Start of INFORMATION SHOWN

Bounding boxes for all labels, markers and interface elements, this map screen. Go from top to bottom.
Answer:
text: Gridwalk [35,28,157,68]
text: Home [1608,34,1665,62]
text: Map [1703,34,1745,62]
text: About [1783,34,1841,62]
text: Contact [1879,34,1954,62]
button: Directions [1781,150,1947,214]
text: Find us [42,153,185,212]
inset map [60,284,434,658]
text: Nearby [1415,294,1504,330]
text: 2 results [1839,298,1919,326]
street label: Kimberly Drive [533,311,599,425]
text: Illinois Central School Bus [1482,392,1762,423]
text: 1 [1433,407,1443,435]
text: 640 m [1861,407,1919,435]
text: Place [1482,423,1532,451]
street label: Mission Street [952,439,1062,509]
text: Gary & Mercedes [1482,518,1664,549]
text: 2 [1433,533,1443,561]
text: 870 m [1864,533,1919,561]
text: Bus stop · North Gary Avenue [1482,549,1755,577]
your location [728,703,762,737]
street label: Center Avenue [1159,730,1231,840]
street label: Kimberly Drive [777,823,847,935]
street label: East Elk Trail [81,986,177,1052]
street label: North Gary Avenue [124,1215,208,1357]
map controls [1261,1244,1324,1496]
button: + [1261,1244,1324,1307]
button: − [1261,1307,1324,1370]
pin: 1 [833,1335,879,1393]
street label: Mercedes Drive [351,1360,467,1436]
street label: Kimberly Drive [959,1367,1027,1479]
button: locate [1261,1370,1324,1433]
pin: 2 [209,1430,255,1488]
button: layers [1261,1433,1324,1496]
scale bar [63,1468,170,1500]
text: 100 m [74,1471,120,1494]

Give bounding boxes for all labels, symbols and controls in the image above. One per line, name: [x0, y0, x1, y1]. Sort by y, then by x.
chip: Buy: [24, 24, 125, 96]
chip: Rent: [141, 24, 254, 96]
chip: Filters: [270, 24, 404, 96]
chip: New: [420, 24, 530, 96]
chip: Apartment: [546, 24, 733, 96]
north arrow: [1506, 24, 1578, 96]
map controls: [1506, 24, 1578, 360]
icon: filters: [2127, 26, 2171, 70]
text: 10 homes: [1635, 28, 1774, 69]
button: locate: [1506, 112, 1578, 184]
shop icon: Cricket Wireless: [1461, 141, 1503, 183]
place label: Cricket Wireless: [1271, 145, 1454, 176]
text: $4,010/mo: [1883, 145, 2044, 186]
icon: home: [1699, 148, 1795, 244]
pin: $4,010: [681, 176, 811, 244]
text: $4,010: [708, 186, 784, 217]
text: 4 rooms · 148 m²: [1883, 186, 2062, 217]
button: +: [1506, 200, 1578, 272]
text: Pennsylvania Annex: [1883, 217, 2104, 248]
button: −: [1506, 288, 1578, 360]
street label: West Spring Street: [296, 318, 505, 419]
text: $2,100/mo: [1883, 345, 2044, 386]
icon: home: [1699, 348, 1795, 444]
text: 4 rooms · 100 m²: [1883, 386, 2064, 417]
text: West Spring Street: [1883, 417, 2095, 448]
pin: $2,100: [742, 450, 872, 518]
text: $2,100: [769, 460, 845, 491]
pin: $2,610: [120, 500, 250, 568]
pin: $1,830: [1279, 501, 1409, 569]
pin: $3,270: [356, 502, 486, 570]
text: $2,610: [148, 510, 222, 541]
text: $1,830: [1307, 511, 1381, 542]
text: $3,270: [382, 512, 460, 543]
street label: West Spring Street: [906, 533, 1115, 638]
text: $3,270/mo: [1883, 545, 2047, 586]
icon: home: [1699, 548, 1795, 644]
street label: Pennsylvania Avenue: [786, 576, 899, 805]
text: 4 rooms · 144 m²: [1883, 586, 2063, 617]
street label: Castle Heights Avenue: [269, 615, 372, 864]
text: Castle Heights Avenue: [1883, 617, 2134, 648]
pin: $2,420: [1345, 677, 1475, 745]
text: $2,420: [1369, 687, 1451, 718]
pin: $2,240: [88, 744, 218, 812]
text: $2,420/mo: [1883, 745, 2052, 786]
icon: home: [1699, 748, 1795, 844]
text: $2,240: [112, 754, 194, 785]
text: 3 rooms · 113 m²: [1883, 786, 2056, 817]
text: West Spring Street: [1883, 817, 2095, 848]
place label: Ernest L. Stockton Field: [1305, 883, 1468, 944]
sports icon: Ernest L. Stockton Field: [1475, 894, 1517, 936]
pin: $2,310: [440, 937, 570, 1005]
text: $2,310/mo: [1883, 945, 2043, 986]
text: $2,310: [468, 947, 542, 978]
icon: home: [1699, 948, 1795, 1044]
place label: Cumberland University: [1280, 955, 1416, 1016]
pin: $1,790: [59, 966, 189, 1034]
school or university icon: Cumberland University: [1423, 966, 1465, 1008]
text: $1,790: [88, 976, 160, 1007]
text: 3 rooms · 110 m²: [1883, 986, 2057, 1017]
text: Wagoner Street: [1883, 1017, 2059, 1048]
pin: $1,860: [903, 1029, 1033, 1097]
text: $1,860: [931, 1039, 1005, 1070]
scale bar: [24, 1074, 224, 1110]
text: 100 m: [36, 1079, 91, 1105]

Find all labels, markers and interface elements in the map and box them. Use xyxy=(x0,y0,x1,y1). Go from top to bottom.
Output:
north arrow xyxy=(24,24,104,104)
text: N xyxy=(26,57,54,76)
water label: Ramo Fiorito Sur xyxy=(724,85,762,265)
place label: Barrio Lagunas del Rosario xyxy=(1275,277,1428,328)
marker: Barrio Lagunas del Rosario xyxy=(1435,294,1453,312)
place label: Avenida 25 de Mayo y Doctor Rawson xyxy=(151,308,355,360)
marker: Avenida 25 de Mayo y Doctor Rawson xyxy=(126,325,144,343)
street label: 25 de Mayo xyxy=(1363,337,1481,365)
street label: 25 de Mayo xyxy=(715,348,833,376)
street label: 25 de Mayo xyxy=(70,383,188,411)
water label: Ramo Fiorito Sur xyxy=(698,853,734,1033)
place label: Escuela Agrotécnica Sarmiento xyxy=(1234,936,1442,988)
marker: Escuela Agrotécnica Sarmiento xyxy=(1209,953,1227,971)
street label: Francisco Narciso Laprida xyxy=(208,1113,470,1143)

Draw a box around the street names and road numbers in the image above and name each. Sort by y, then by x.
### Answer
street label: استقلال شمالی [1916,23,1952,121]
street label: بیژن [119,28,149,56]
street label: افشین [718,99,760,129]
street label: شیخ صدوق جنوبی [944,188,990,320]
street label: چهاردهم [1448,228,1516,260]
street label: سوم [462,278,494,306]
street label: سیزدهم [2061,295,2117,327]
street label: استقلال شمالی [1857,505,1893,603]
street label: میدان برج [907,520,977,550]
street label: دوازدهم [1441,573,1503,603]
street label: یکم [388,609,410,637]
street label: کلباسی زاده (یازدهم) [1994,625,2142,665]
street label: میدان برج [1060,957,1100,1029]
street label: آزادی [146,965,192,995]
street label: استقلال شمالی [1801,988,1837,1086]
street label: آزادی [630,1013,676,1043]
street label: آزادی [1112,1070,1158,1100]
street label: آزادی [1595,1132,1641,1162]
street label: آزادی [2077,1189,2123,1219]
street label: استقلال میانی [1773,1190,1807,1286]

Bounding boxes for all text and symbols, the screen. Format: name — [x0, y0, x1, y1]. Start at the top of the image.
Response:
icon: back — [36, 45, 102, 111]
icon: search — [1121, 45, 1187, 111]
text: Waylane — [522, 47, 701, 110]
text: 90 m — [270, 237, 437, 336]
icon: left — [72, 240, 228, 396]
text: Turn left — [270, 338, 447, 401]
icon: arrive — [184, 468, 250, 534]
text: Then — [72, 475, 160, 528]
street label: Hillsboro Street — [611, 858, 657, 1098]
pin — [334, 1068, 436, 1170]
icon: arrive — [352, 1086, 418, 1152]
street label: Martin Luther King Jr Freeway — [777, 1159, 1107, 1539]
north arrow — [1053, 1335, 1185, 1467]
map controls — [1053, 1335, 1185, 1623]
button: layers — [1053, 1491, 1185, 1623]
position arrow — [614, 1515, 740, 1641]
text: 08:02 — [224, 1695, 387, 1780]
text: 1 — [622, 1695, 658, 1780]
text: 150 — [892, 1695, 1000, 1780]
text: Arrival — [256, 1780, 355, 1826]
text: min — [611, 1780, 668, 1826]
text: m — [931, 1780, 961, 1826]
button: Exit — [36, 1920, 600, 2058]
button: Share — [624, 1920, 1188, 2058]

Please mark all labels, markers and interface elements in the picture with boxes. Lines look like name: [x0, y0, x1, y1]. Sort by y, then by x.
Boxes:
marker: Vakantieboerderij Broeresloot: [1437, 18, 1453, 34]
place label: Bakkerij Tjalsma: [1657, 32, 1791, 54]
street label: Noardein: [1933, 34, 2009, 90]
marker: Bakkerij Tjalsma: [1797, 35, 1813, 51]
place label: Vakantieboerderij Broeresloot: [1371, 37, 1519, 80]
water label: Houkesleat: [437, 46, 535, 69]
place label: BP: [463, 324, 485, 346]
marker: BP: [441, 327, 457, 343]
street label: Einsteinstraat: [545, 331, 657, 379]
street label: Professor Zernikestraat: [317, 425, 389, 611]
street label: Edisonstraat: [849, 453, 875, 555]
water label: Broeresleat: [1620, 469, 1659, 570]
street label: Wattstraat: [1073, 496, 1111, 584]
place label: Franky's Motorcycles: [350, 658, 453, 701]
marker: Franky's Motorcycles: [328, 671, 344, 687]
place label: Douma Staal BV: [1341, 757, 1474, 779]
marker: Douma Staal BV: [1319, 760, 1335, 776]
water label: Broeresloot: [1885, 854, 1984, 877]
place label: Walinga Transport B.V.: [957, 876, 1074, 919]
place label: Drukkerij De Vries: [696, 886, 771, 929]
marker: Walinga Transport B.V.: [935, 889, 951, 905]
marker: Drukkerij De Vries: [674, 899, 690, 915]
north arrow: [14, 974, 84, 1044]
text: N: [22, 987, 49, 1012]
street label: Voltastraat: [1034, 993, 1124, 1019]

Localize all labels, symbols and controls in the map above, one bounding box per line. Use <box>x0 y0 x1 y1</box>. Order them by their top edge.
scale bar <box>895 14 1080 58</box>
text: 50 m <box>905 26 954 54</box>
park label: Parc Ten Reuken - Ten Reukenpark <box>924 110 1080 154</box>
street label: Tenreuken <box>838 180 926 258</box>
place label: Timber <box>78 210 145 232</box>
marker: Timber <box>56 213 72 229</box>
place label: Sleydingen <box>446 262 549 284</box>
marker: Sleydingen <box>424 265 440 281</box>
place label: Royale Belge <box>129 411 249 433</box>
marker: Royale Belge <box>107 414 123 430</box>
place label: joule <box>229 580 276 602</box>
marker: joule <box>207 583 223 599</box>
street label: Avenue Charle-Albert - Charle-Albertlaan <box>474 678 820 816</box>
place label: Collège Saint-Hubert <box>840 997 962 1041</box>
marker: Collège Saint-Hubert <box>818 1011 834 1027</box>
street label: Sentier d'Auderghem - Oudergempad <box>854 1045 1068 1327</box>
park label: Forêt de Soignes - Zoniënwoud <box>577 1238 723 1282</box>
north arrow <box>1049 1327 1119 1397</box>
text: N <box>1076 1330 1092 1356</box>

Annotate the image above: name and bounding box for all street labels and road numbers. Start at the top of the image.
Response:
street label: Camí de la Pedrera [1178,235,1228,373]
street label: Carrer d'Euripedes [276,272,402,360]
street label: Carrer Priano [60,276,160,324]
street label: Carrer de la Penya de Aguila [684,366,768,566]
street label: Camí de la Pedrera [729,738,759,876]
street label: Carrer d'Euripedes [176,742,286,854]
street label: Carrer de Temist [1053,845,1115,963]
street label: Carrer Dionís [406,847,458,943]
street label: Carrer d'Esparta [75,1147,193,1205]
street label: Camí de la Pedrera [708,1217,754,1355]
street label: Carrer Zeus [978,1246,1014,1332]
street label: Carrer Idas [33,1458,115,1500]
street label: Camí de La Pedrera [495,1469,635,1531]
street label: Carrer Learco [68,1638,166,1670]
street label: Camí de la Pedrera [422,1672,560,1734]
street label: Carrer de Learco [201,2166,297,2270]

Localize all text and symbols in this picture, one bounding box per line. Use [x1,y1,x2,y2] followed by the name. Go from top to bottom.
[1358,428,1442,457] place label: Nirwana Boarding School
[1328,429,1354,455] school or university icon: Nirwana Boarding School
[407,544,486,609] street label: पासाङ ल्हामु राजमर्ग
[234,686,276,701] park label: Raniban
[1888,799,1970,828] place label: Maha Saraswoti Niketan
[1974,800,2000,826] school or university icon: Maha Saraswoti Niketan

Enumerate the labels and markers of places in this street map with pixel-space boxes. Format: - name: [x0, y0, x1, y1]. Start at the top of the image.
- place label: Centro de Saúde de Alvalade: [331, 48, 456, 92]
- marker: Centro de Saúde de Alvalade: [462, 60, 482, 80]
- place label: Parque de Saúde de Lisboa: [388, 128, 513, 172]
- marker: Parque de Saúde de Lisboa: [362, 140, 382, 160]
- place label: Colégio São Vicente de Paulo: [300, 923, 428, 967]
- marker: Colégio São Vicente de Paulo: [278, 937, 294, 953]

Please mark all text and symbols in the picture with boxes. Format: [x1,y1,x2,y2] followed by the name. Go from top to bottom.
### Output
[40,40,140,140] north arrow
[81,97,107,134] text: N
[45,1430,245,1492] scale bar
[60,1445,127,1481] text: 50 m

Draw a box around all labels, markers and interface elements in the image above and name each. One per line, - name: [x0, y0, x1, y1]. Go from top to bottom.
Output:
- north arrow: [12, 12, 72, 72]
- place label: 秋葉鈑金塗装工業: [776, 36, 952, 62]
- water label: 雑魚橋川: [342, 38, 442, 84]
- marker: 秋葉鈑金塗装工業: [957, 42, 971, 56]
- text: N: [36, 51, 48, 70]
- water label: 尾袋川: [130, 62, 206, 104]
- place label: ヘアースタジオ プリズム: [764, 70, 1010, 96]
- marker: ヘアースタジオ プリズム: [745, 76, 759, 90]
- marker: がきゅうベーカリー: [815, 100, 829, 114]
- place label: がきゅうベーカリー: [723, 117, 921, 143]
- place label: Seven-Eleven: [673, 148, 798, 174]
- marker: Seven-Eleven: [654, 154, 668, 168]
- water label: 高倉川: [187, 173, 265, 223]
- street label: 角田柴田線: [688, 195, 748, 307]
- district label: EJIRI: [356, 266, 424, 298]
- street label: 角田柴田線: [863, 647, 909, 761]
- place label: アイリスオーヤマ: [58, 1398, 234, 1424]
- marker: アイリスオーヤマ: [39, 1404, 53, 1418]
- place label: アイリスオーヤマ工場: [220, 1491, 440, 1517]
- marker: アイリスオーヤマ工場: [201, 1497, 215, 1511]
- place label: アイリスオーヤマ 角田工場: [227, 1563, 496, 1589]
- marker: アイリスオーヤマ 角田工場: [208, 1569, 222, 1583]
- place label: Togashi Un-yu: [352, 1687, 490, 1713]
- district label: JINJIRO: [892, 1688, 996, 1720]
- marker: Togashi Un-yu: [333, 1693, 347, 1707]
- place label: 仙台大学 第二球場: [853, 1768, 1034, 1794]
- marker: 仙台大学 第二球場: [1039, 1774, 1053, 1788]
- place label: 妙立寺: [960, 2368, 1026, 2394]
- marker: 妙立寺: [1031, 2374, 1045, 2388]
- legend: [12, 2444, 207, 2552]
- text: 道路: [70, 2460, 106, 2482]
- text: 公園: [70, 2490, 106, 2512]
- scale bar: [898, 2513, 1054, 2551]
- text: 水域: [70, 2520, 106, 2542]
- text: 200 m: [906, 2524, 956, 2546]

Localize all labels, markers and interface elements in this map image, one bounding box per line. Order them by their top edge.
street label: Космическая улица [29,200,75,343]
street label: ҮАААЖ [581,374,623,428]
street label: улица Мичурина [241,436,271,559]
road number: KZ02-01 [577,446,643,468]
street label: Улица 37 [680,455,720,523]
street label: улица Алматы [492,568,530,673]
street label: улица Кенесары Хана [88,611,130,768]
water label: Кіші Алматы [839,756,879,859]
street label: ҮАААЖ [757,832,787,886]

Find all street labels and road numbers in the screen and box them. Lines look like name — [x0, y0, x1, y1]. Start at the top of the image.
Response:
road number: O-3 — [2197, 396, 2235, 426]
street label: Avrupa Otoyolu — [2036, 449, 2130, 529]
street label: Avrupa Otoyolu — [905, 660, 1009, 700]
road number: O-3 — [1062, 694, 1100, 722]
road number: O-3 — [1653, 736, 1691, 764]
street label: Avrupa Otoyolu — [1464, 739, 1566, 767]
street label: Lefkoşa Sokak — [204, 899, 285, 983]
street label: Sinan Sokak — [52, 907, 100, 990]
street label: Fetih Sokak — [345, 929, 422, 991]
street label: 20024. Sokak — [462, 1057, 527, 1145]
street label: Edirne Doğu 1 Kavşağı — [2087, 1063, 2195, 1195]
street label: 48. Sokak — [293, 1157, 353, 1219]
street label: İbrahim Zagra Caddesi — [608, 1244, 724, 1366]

End of INFORMATION SHOWN

**TASK TO COMPLETE**
Scan the data above and copy every line with "layers" in it.

**RESPONSE**
button: layers [1261,1433,1324,1496]
button: layers — [1053, 1491, 1185, 1623]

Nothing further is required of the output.